Cet étrange édit apporta un trouble si profond dans le commerce qu'on fut bientôt obligé de décider que cette surséance du paiement des dettes ne pourrait être invoquée ni entre les nouveaux convertis, ni par les marchands convertis, pour les affaires qu'ils avaient avec l'étranger.
Les conversions mercenaires, obtenues, soit à prix d'argent, soit par des faveurs, n'avaient cependant pas sensiblement diminué le nombre des huguenots, en sorte que le plan conçu par Louis XIV pour ramener, sans violence, son royaume à l'unité religieuse menaçait d'échouer misérablement.
Par malheur, une des faveurs promises aux huguenots dociles, l'exemption des logements militaires, fut l'occasion de la jacquerie militaire qui a reçu le nom de dragonnades, et que suivirent les emprisonnements, les confiscations et toutes les odieuses mesures de violence que nous aurons à signaler au cours de ce travail. Dans un des chapitres de ce livre je ferai le récit détaillé des dragonnades, des violences exercées par les soldats pour arracher une abjuration à deux millions de victimes qui n'opposaient à leurs bourreaux d'autre résistance, que leur constance résignée, leurs larmes et leurs gémissements.
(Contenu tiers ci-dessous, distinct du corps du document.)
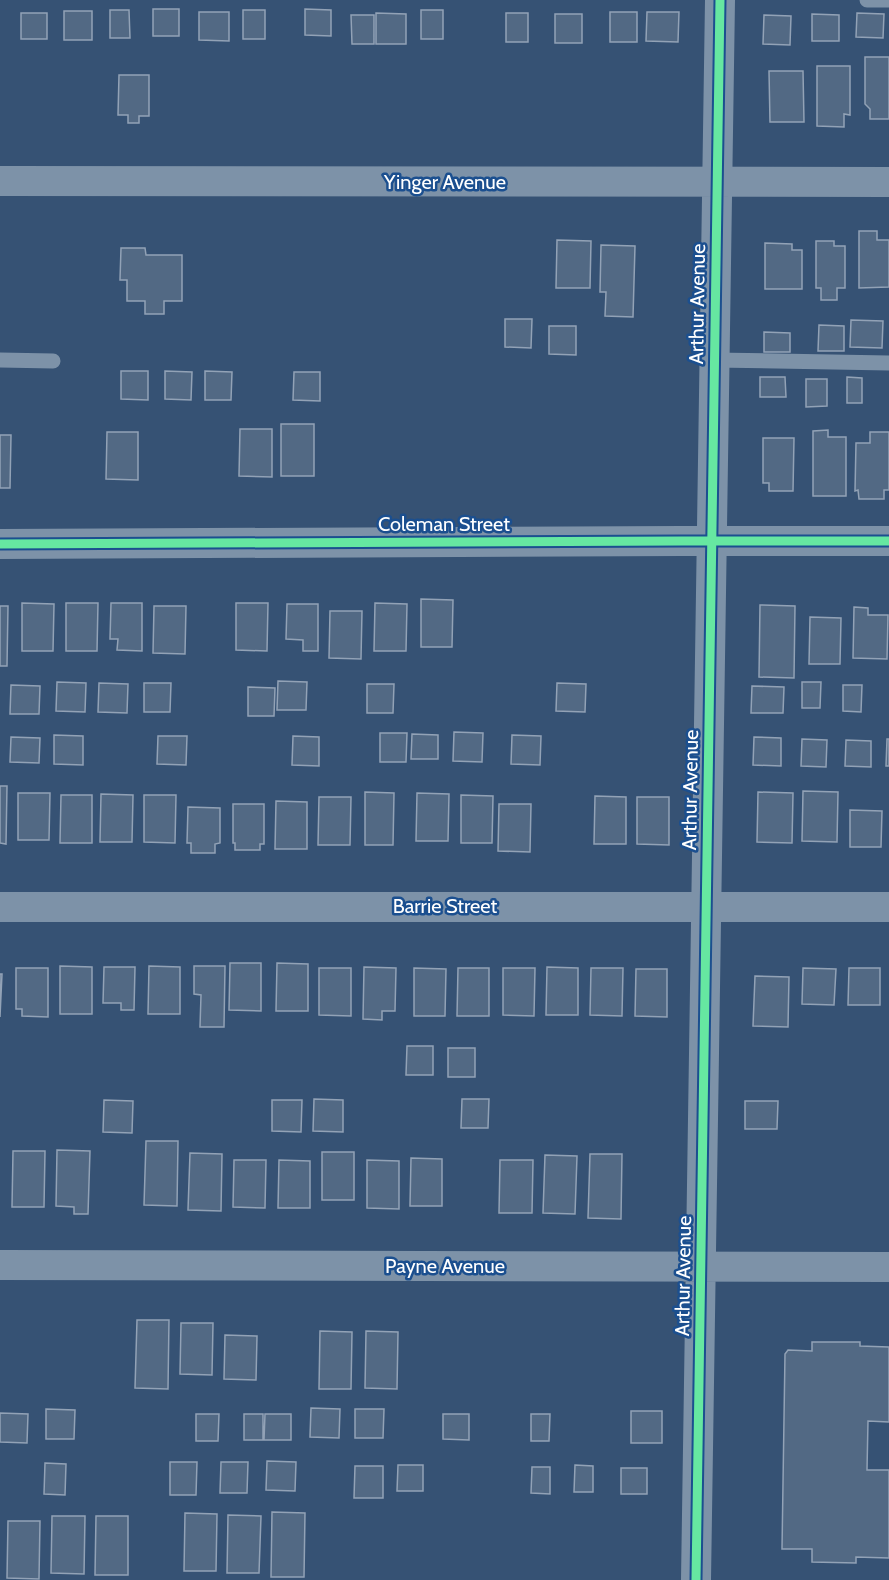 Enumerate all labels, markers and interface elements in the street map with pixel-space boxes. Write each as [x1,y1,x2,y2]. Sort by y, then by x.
street label: Yinger Avenue [383,170,506,194]
street label: Arthur Avenue [684,243,710,365]
street label: Coleman Street [378,512,510,536]
street label: Arthur Avenue [677,729,703,851]
street label: Barrie Street [393,894,498,918]
street label: Arthur Avenue [670,1215,696,1337]
street label: Payne Avenue [385,1254,505,1278] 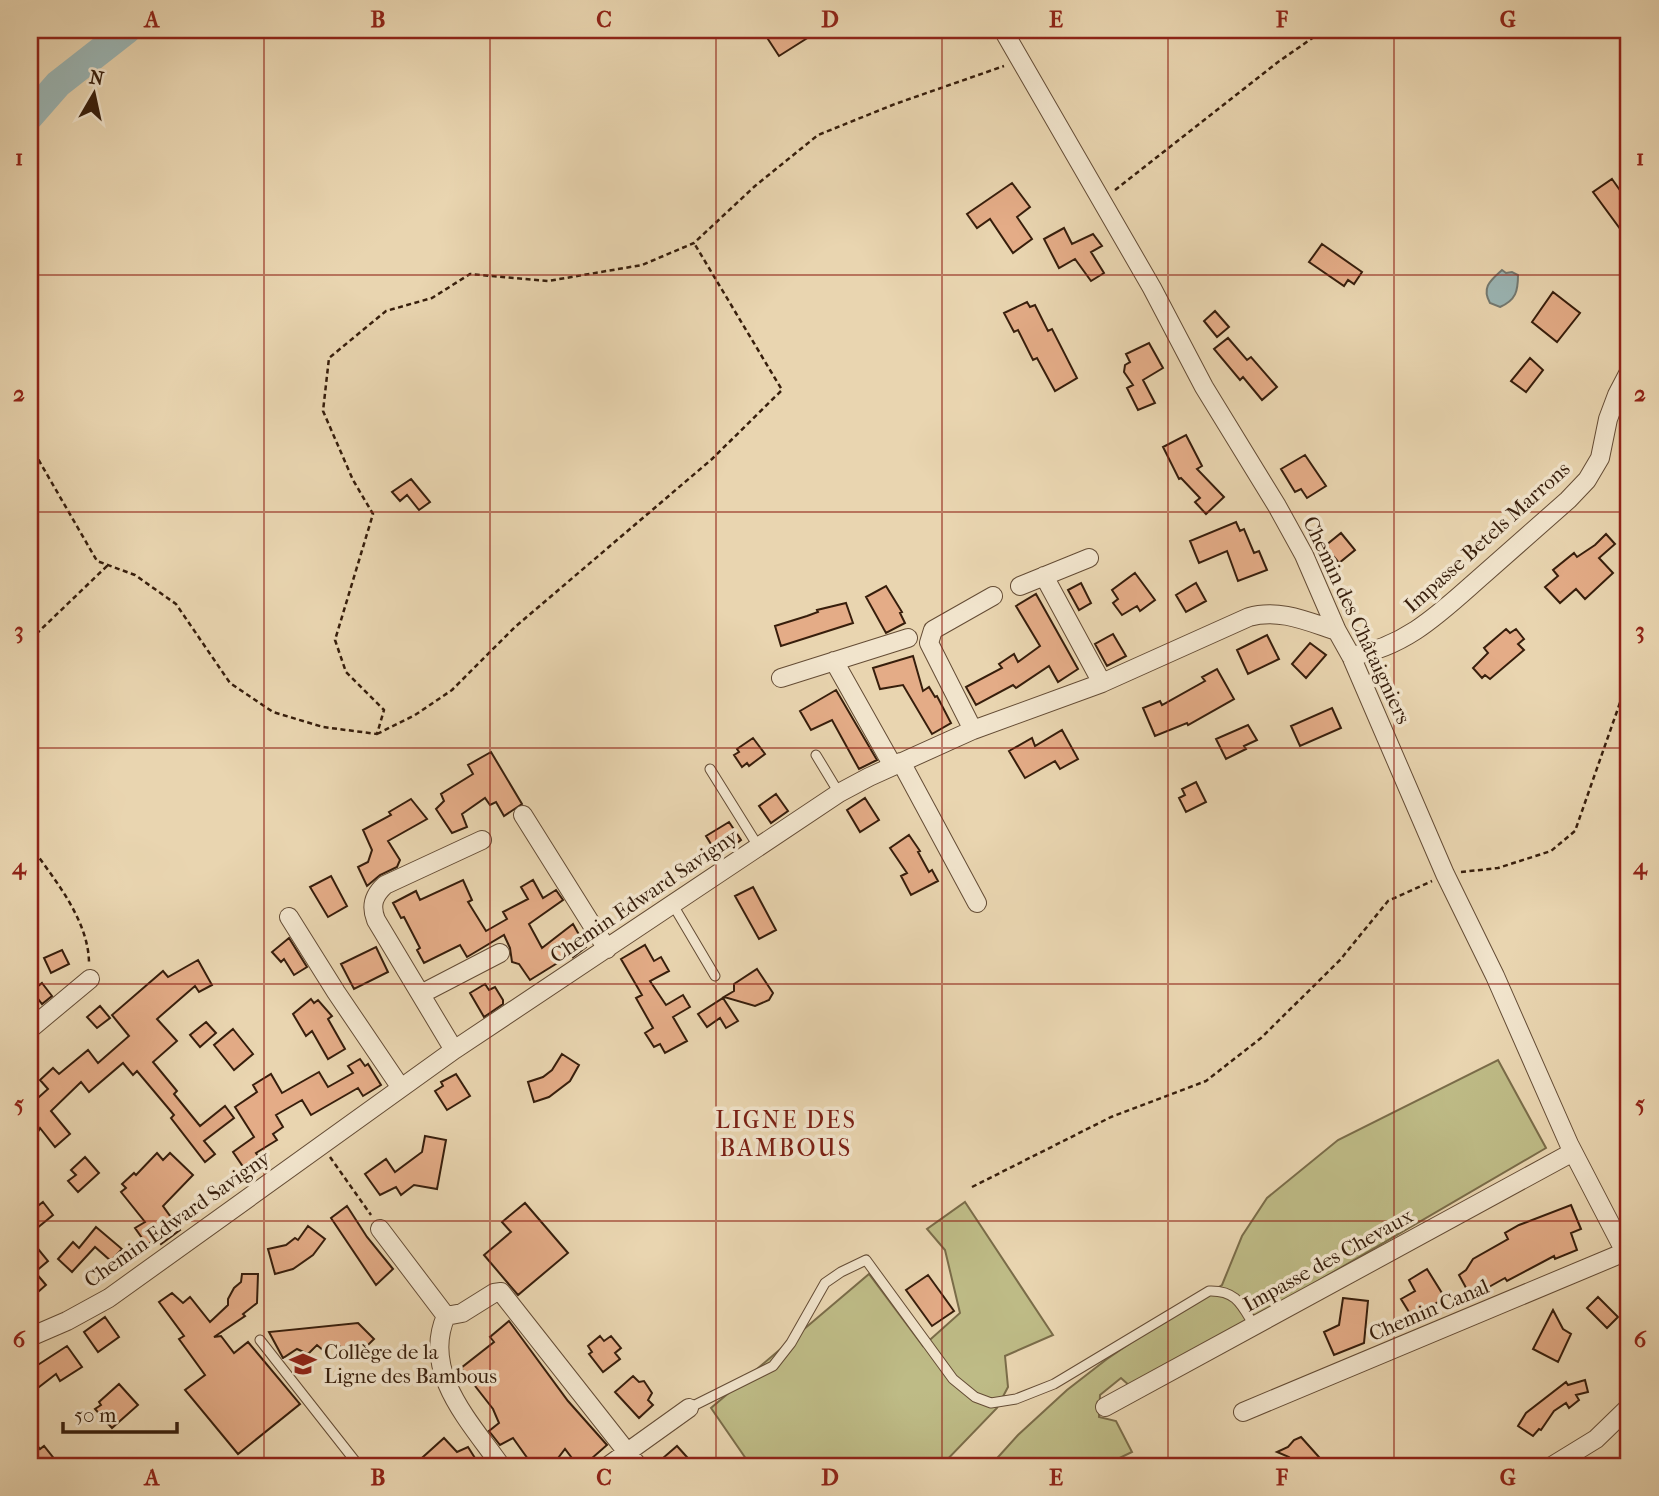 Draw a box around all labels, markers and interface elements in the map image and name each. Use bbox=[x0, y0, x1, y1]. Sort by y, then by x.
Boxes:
text: A bbox=[143, 6, 161, 33]
text: B bbox=[371, 6, 386, 33]
text: C bbox=[596, 6, 612, 33]
text: D bbox=[821, 6, 839, 33]
text: E bbox=[1049, 6, 1063, 33]
text: F bbox=[1275, 6, 1289, 33]
text: G bbox=[1500, 6, 1516, 33]
north arrow bbox=[60, 60, 130, 130]
text: N bbox=[88, 66, 106, 90]
text: 1 bbox=[15, 144, 23, 171]
text: 1 bbox=[1636, 144, 1644, 171]
text: 2 bbox=[13, 380, 25, 407]
text: 2 bbox=[1634, 380, 1646, 407]
street label: Impasse Betels Marrons bbox=[1399, 456, 1575, 618]
street label: Chemin des Châtaigniers bbox=[1298, 512, 1416, 728]
text: 3 bbox=[14, 617, 24, 644]
text: 3 bbox=[1635, 617, 1645, 644]
street label: Chemin Edward Savigny bbox=[546, 824, 743, 968]
text: 4 bbox=[11, 853, 27, 880]
text: 4 bbox=[1632, 853, 1648, 880]
text: 5 bbox=[14, 1090, 24, 1117]
text: 5 bbox=[1635, 1090, 1645, 1117]
district label: LIGNE DES BAMBOUS bbox=[715, 1106, 857, 1162]
street label: Chemin Edward Savigny bbox=[79, 1145, 275, 1292]
street label: Impasse des Chevaux bbox=[1239, 1203, 1417, 1317]
street label: Chemin Canal bbox=[1365, 1274, 1493, 1346]
text: 6 bbox=[13, 1326, 26, 1353]
text: 6 bbox=[1634, 1326, 1647, 1353]
place label: Collège de la Ligne des Bambous bbox=[324, 1340, 497, 1388]
school or university icon: Collège de la Ligne des Bambous bbox=[288, 1349, 318, 1379]
scale bar bbox=[63, 1391, 177, 1435]
text: 50 m bbox=[74, 1403, 117, 1427]
text: A bbox=[143, 1464, 161, 1491]
text: B bbox=[371, 1464, 386, 1491]
text: C bbox=[596, 1464, 612, 1491]
text: D bbox=[821, 1464, 839, 1491]
text: E bbox=[1049, 1464, 1063, 1491]
text: F bbox=[1275, 1464, 1289, 1491]
text: G bbox=[1500, 1464, 1516, 1491] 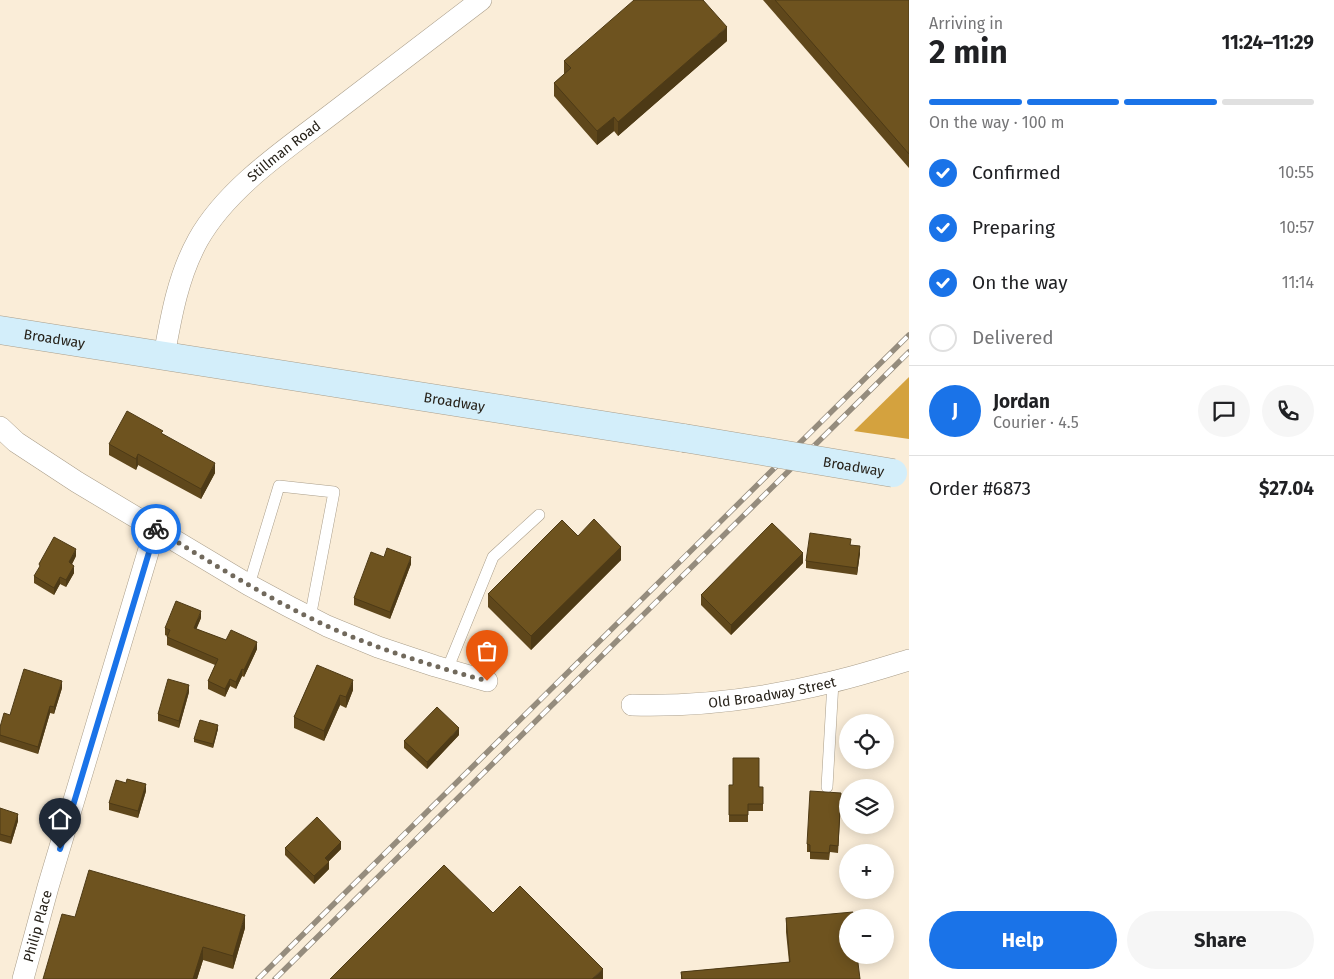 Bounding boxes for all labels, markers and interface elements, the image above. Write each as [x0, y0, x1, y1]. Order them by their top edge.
text: Arriving in [929, 14, 1003, 33]
text: 11:24–11:29 [1221, 31, 1314, 54]
text: 2 min [929, 33, 1008, 71]
text: On the way · 100 m [929, 113, 1064, 132]
street label: Stillman Road [244, 117, 324, 185]
icon: check [929, 159, 957, 187]
text: Confirmed [972, 161, 1061, 184]
text: 10:55 [1278, 163, 1314, 182]
icon: check [929, 214, 957, 242]
text: Preparing [972, 216, 1055, 239]
text: 10:57 [1280, 218, 1314, 237]
icon: check [929, 269, 957, 297]
text: On the way [972, 271, 1068, 294]
text: 11:14 [1282, 273, 1314, 292]
street label: Broadway [23, 325, 86, 352]
text: Delivered [972, 326, 1054, 349]
button: chat [1198, 385, 1250, 437]
button: phone [1262, 385, 1314, 437]
street label: Broadway [423, 389, 486, 415]
text: Jordan [993, 390, 1050, 413]
text: J [952, 399, 958, 422]
text: Courier · 4.5 [993, 413, 1079, 432]
street label: Broadway [822, 453, 886, 480]
text: Order #6873 [929, 477, 1031, 500]
text: $27.04 [1259, 477, 1314, 500]
courier [131, 504, 181, 554]
icon: bike [142, 515, 170, 543]
pin [466, 630, 508, 681]
icon: bag [473, 637, 501, 665]
street label: Old Broadway Street [707, 673, 839, 711]
map controls [839, 714, 894, 964]
button: locate [839, 714, 894, 769]
button: layers [839, 779, 894, 834]
pin [39, 798, 81, 849]
icon: home [46, 805, 74, 833]
button: + [839, 844, 894, 899]
street label: Philip Place [20, 888, 55, 964]
button: − [839, 909, 894, 964]
button: Help [929, 911, 1117, 969]
button: Share [1127, 911, 1314, 969] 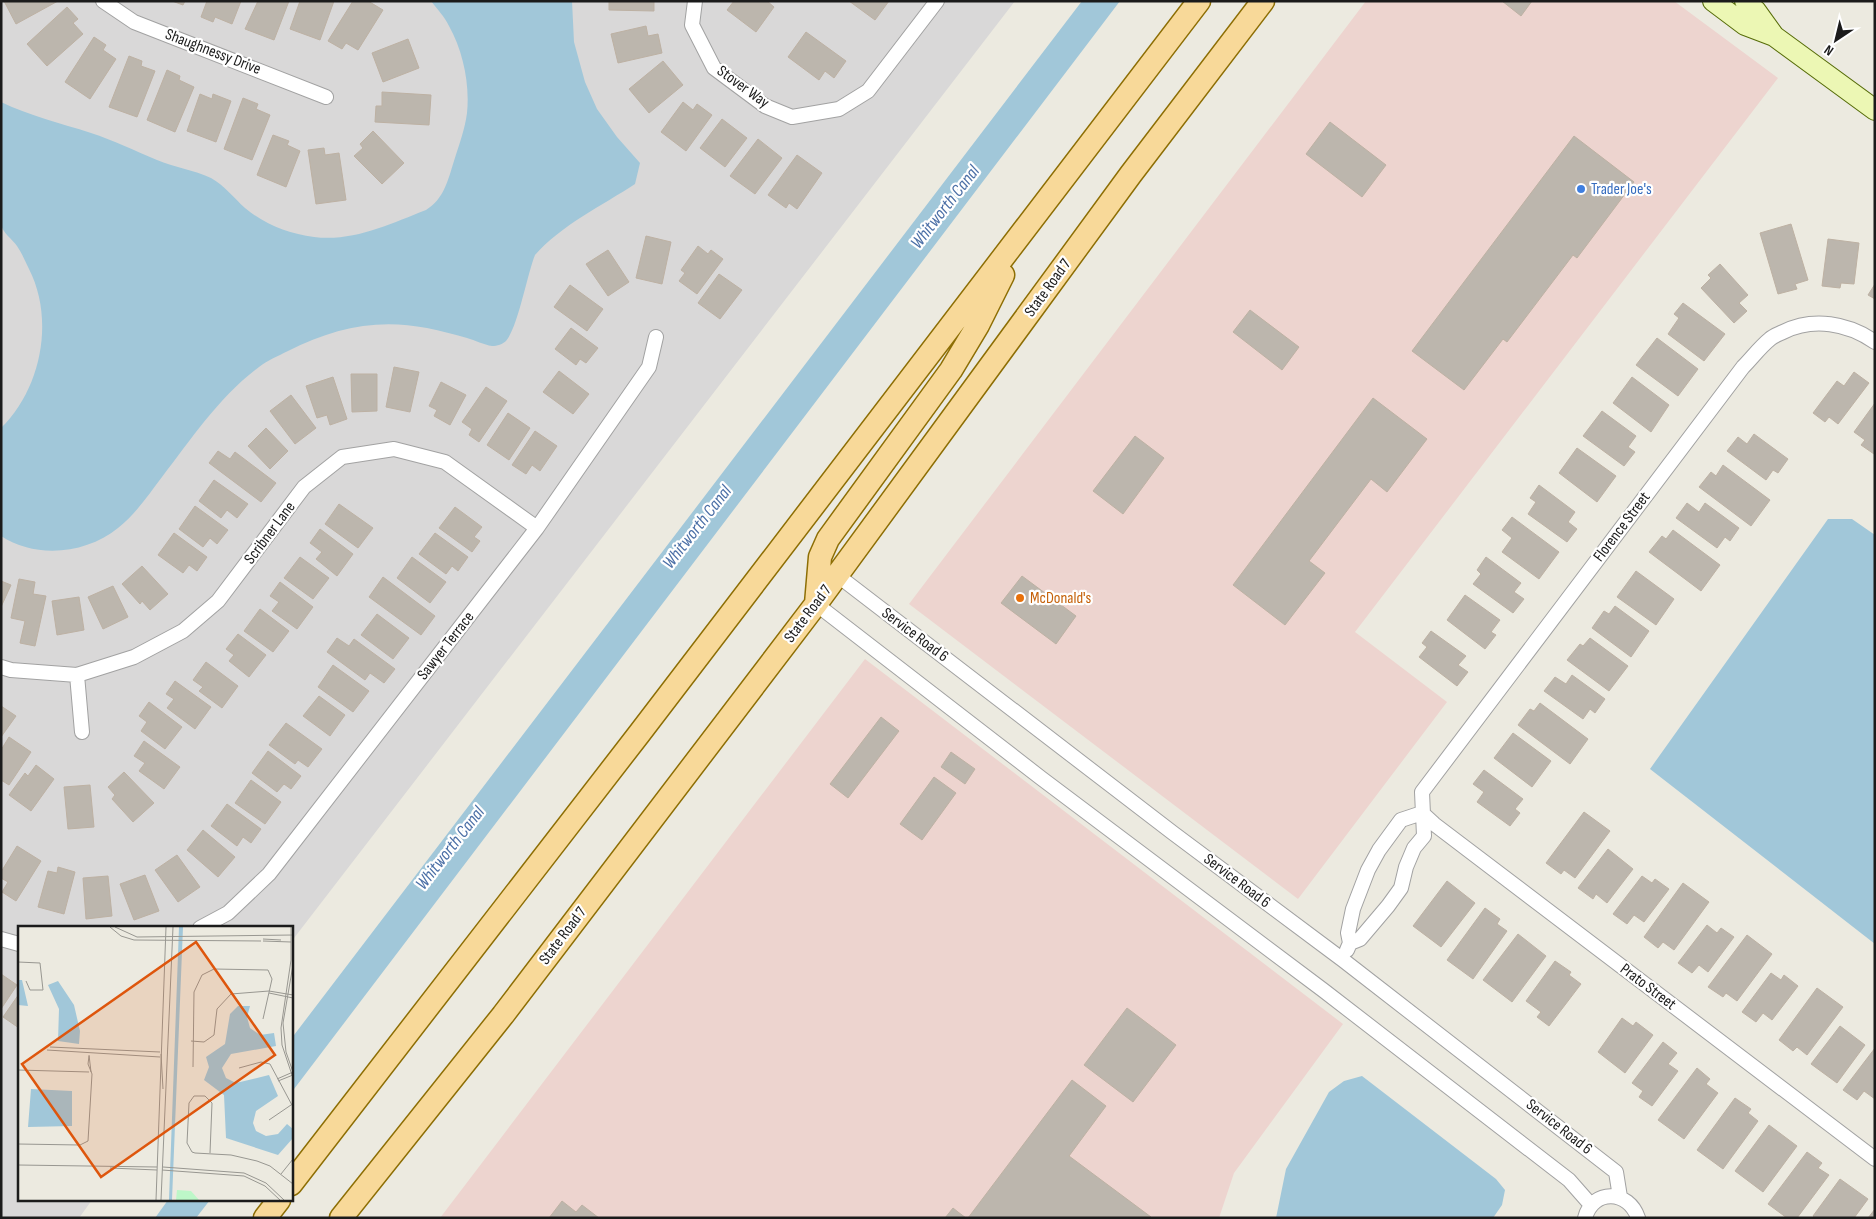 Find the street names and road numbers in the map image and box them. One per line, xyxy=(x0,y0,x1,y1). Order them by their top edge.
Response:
street label: Shaughnessy Drive xyxy=(162,25,264,79)
street label: Stover Way xyxy=(713,62,773,112)
street label: State Road 7 xyxy=(1021,255,1076,321)
street label: Florence Street xyxy=(1590,488,1654,566)
street label: Scribner Lane xyxy=(240,498,300,568)
street label: State Road 7 xyxy=(780,581,836,647)
street label: Service Road 6 xyxy=(878,604,952,666)
street label: Sawyer Terrace xyxy=(413,608,479,684)
street label: Service Road 6 xyxy=(1200,850,1274,912)
street label: State Road 7 xyxy=(535,903,591,969)
street label: Prato Street xyxy=(1616,960,1680,1014)
street label: Service Road 6 xyxy=(1522,1095,1596,1159)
Les suites de cette jacquerie militaire furent choquantes, dit Michelet; le niveau de la moralité publique sembla baisser, Le contrôle mutuel des deux partis n'existant plus, l'hypocrisie ne fut plus nécessaire, le dessous des moeurs apparut. Cette succession immense d'hommes vivants, qui s'ouvrit tout à coup, fut une proie. Le roi jeta par les fenêtres; on se baissa pour ramasser. Scène ignoble! … La vie de cour ruinait la noblesse. On n'osait sonder les fortunes; on n'eût vu dessous que l'abîme. Le Roi, obligeamment interdit la publicité des hypothèques, qui eût mis à jour cette gueuserie des grands seigneurs. Ruinés par le jeu, les loteries, la plupart attendaient un coup du sort pour remonter. Plusieurs faisaient le sort au lieu d'attendre, ou en volant au jeu, ou par la poudre de succession. Les plus hauts mendiaient, du lever, au coucher, dévalisaient le roi de tout ce qui venait, office ou bénéfice. Mais tout cela, des bribes, des miettes! Ils périssaient, s'il ne tombait d'en haut une grande manne imprévue, quelque vaste confiscation.
«Le miracle apparut au ciel en 1685. Six cents temples ayant été détruits, leurs biens, celui des pauvres, des maisons de charité, devaient passer aux hôpitaux catholiques… La cour visait ce morceau. Les jésuites crurent prudent de demander et faire décider que ces biens revinssent, non aux hôpitaux, mais au roi, autrement dit à ceux qu'il favoriserait ou qui mériteraient en poussant à la persécution… Après les biens des temples, ceux des particuliers suivirent; chacun fut ardent à la proie. Ce fut un gouffre ouvert, une mêlée où l'on se jeta pour profiter du torrent qui passait, ramasser les lambeaux sanglants.»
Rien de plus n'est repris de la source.